An action which raises three further questions in Lady Bracknell's mind:
  1. Is her ladyship unique in not keeping paper and pencil to hand in the bathroom against just such an emergency?
  2. Is it not stretching viewers' credulity to the breaking point to expect them to believe that a child who has not yet learned to write has sufficient manual dexterity and artistic skill to dash off a deceptively simple sketch which, in less than half a dozen pencil strokes, portrays the advertised product with such devastating accuracy that it could not possibly be mistaken for anything else?
  3. Why doesn't the child just open the door? Surely he has pulled his trousers up by this time?

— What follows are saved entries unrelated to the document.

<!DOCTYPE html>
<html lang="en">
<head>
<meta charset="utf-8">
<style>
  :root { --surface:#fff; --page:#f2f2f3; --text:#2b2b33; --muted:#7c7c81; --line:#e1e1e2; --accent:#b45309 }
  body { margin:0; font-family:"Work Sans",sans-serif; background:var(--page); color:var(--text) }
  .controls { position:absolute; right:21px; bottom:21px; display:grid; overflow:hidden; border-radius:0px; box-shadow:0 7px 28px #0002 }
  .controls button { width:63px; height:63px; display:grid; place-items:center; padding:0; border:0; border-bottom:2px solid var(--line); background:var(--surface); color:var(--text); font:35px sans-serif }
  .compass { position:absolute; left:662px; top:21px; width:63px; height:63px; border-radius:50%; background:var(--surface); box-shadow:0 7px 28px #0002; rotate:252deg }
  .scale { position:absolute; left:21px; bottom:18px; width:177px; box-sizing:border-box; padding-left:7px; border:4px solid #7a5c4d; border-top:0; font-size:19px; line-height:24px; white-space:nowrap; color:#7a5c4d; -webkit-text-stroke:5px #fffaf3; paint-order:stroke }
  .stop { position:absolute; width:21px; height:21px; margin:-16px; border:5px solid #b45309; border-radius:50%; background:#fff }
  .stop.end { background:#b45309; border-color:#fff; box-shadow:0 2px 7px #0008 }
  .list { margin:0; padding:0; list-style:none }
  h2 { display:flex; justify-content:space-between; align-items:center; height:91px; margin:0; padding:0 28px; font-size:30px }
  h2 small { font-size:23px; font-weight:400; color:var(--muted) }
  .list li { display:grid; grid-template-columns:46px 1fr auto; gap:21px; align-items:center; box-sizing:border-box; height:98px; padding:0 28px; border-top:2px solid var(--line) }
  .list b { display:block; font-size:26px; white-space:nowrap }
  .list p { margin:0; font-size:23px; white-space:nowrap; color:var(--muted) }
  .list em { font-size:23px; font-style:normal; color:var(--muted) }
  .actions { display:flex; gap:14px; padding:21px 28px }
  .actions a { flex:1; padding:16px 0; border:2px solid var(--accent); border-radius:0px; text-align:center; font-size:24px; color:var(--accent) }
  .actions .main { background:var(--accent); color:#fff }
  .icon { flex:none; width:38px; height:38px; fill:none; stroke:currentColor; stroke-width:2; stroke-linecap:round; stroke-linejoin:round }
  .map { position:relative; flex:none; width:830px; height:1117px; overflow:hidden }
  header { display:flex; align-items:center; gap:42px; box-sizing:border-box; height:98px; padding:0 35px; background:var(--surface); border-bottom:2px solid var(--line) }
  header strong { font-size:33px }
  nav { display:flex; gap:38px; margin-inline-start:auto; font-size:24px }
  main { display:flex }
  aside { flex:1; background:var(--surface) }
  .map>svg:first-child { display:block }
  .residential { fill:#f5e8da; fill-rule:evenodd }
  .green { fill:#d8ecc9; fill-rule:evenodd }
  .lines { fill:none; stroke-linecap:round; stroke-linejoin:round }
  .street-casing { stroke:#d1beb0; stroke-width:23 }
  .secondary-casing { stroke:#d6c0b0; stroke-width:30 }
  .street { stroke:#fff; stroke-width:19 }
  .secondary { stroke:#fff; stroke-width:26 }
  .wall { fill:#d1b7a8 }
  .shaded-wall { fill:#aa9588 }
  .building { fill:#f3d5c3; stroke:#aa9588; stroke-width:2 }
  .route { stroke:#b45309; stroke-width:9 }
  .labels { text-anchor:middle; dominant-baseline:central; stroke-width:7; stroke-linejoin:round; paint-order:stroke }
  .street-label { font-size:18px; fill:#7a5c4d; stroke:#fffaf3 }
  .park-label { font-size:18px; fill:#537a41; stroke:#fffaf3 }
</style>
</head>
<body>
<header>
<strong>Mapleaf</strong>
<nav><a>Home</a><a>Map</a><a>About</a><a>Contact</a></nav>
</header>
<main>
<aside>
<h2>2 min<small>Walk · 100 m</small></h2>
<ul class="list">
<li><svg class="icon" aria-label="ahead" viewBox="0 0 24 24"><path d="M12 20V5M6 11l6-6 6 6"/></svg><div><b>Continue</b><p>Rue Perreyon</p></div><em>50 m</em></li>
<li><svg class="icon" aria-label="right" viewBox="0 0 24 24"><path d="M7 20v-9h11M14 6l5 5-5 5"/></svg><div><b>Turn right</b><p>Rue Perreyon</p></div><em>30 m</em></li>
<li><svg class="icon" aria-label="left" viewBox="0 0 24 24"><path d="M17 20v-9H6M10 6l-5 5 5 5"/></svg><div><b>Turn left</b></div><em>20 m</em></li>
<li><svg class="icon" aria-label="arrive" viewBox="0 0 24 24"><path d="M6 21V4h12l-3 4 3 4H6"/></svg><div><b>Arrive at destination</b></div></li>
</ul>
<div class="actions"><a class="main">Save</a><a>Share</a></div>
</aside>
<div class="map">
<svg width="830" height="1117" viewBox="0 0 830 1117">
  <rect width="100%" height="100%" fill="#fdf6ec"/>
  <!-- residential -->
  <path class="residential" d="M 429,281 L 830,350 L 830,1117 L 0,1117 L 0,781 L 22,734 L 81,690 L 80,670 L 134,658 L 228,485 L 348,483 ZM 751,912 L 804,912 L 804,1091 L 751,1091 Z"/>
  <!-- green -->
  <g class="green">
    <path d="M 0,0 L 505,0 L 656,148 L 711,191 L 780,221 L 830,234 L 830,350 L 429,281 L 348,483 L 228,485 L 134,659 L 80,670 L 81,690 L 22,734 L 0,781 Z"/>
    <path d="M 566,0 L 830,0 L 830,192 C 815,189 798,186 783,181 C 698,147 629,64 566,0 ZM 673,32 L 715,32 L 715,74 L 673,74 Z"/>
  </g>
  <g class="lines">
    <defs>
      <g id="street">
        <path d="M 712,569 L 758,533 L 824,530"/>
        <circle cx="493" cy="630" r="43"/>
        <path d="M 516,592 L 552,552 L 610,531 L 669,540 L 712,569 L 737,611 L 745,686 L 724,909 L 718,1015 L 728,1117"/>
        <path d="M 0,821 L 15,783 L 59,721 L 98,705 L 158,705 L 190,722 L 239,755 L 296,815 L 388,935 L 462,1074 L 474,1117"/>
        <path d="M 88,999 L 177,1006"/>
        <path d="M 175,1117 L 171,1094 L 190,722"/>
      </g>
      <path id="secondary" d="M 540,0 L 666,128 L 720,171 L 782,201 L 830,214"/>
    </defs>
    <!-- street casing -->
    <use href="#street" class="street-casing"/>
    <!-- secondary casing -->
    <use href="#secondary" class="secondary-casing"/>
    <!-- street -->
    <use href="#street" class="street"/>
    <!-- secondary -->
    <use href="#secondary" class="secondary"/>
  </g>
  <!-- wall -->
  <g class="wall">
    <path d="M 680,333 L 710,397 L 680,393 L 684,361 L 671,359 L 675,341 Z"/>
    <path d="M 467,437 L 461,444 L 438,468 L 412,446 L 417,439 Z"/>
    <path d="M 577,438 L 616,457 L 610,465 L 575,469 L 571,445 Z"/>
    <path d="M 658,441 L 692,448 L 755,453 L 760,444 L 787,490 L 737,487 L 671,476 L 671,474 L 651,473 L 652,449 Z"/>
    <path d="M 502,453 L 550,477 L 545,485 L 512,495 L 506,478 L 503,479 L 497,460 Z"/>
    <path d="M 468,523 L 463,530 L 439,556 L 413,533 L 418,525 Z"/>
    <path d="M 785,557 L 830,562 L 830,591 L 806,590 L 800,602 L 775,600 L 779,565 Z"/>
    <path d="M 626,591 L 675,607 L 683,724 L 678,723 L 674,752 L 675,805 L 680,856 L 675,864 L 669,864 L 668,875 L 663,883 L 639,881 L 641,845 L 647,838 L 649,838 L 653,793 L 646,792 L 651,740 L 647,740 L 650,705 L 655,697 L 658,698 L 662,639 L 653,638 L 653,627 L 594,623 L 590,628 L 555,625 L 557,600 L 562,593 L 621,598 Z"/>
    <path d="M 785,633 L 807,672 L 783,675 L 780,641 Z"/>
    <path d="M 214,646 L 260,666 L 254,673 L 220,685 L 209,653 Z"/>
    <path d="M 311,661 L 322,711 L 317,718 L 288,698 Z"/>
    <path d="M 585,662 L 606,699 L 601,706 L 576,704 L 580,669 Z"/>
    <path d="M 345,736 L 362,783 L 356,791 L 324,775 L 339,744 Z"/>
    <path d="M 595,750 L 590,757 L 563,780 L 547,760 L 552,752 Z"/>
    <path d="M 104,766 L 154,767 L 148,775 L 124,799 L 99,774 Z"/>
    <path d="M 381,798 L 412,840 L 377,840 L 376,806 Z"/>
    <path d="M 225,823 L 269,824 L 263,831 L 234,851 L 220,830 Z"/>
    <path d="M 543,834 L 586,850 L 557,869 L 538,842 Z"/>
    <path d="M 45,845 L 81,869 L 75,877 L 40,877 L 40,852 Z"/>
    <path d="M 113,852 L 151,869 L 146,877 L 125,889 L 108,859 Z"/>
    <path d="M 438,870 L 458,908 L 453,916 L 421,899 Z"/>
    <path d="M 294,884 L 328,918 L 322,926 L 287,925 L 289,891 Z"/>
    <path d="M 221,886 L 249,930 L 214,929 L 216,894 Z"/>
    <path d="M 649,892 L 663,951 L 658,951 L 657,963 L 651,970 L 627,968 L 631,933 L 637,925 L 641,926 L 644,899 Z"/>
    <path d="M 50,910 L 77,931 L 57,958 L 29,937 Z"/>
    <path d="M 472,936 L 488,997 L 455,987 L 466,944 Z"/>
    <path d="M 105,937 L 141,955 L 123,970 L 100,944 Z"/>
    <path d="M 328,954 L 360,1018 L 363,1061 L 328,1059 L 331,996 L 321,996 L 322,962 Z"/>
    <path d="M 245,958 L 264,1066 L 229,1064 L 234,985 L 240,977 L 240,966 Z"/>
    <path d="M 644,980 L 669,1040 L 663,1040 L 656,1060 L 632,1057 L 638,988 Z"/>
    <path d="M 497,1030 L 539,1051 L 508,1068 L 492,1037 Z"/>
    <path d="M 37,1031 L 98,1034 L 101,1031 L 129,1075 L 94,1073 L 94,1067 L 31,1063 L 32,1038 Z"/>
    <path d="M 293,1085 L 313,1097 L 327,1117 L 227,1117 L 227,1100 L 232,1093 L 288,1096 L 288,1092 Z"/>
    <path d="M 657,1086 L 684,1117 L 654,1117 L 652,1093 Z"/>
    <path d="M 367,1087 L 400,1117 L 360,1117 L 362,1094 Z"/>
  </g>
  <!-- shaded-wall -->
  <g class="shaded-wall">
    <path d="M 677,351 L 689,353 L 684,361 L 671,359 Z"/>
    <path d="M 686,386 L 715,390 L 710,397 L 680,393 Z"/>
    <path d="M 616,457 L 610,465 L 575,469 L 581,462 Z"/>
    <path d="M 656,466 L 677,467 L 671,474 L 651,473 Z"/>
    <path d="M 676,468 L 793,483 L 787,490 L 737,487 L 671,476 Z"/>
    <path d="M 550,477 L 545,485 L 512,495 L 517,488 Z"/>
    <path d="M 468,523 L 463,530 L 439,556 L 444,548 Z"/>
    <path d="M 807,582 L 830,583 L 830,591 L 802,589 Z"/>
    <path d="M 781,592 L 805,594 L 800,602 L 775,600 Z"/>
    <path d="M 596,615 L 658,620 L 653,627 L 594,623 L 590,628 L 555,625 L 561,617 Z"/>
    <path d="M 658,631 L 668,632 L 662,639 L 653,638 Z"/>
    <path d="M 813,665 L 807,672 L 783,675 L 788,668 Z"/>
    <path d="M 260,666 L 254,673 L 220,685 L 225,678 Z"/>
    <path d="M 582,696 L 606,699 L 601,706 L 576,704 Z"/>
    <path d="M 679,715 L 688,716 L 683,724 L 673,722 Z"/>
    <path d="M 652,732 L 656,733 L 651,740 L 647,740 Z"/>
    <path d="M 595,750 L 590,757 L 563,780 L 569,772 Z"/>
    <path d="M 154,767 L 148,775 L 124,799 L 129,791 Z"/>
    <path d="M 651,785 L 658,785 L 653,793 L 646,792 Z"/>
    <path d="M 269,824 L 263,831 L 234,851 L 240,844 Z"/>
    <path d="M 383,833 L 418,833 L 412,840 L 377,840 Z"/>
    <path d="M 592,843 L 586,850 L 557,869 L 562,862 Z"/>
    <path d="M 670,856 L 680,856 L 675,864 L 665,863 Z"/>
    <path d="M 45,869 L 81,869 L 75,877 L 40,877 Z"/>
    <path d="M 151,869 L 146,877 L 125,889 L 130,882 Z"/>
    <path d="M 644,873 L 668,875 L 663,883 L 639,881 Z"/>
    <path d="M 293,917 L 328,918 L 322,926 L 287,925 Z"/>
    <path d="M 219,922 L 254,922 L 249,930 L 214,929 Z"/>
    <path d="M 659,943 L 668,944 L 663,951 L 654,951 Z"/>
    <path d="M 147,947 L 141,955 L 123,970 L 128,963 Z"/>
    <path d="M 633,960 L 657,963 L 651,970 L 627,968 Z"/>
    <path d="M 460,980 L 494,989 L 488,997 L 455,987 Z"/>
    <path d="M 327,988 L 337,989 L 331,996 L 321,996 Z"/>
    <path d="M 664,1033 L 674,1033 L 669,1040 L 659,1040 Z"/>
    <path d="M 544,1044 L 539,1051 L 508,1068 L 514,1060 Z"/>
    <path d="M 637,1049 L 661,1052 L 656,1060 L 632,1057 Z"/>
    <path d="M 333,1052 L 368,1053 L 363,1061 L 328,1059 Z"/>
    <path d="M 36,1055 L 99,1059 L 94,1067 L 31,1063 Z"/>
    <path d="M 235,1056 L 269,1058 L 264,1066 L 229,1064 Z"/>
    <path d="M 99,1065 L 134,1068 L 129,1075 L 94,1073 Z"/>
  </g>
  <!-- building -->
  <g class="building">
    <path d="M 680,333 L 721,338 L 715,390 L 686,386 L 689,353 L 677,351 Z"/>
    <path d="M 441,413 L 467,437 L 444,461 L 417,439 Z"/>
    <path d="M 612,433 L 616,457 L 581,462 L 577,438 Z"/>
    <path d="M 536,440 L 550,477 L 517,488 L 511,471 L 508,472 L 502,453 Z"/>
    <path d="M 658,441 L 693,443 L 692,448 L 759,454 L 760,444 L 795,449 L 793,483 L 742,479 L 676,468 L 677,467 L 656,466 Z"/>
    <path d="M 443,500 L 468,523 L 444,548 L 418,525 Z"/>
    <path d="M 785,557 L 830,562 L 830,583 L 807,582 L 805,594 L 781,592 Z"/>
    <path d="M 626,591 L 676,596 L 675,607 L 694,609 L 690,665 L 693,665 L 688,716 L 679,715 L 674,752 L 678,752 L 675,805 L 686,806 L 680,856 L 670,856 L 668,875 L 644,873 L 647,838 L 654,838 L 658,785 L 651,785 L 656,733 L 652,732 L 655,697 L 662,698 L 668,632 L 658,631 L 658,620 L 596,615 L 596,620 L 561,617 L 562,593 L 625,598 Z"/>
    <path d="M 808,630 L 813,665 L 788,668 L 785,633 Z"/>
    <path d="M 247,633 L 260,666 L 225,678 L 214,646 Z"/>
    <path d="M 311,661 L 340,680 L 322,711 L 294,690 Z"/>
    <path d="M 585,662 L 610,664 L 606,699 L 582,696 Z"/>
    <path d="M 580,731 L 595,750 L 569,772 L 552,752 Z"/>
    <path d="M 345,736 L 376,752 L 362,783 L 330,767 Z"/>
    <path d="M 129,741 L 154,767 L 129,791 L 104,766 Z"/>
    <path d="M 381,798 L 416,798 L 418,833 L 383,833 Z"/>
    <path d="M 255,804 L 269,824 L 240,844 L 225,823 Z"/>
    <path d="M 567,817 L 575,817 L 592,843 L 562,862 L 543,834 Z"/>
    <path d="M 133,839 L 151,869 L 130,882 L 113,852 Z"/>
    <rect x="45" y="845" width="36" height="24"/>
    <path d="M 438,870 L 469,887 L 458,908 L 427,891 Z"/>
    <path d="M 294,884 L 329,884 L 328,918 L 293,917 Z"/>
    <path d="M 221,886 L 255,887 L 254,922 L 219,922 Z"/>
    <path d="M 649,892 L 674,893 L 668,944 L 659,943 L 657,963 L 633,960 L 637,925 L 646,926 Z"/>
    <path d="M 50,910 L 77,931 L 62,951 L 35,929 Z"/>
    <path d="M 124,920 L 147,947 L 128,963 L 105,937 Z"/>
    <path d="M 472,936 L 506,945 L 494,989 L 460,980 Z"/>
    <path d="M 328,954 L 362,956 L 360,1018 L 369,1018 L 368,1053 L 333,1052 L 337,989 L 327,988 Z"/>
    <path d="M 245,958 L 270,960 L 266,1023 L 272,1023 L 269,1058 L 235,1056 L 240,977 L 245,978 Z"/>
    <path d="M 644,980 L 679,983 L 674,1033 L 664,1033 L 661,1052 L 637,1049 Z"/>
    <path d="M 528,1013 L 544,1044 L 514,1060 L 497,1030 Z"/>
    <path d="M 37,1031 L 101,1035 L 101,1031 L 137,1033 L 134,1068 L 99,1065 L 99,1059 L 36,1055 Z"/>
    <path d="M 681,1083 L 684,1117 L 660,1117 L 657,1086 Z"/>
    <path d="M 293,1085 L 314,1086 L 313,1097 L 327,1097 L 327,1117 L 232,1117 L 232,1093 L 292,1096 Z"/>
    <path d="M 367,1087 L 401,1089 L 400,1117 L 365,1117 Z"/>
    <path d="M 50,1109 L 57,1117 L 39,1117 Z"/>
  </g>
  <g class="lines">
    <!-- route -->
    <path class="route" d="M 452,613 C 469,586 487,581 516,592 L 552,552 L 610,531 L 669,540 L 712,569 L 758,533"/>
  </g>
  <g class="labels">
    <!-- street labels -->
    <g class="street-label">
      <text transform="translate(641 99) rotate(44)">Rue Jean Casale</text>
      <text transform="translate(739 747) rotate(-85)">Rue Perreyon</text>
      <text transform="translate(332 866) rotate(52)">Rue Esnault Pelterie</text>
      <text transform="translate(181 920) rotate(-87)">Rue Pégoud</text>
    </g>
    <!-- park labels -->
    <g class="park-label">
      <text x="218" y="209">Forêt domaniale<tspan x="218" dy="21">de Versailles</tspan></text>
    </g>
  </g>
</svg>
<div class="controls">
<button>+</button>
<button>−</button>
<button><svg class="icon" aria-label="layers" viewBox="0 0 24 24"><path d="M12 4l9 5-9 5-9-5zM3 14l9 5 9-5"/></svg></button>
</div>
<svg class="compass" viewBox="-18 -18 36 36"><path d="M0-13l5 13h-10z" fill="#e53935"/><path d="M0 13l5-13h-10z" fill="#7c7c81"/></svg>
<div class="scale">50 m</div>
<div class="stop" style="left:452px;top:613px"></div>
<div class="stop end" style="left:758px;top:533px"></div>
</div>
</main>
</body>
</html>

All of which world-weary cynicism and capacity for independent thought goes to show why persons such as Lady Bracknell are so roundly loathed by advertisers, and why Lady Bracknell avoids commercial television stations whenever possible.


Anonymous Anonymous said...

I too have seen the advert in question, but not heard it because I always mute them. As you say, more noxious substances are released into the air from that contraption than are ever produced normally. Needless to say, I don't use it!

I'm glad your Ladyship is of an era that recognises the futility of most modern advertising, and points out the flaws so accurately. Given that it costs so much to make a TV advert, the people promoting this product must be rewarded n ways other than just artificially sweet-smelling rooms? Money is no doubt at the root of it... she says cynically!

Loved the picture of the two cats, by the way. Master Bertram is certainly growing fast. He'll be behind (as well as in front of) a camera in no time at all.
Angie xx

10:23 am  
Blogger Mary said...

Ma'am, I must inform you that I *always* have paper in my lavatory.

The pen, however, finds my bathroom provisions wanting.

12:15 pm  
Blogger Lady Bracknell said...

Very droll.

No, the paper on which the child draws his marvellous sketch is lined, writing paper. From a writing pad.

12:18 pm  
Anonymous Anonymous said...

i'm so glad i'm not the only one to think all that about the advert in question.. am i also the only one to grab the remote and kill the sound as soon as mr cillit "i'm shouting everyone look at me!" bang comes on the box?

2:05 pm  
Anonymous Anonymous said...

Merely a paper and pen? I have no less than an easel, canvas, six brushes and an appropriate array of paints....

Seriously, on another point - it could be (fictionally, of course) that the boy's father is of oriental extraction whereas the mother is not.

6:54 pm  
Blogger seahorse said...

This is all highly amusing given the situation at our new abode. Ralph has the runs. I tried an odour neutraliser this morning and promptly had an allergic reaction to it, nevermind the mental image you have created of Ralph sitting on his litter imploring me with a woebegone look to 'bring the spray quick and take away the nasty poo poo smell'. I therefore declare the use of noxious chemical sprays banned in our household. Cat poo and unidentifiable rotting smells are fine though. Oh happy day, largely spent changing cat litter.

7:25 pm  
Anonymous Anonymous said...

Chez Glossop televisual programmes are often recorded, so those irritating 'commercial breaks' can be skipped.

The sight (and sound) of the Hon. Glossop attempting to 'fast forward' a live programme is highly entertaining.

1:52 pm  
Blogger Charlesdawson said...

One expects the advertisements to be tendentious, patronising, mendacious and stupid.

What gets my goat is that so many of the programmes are now no different.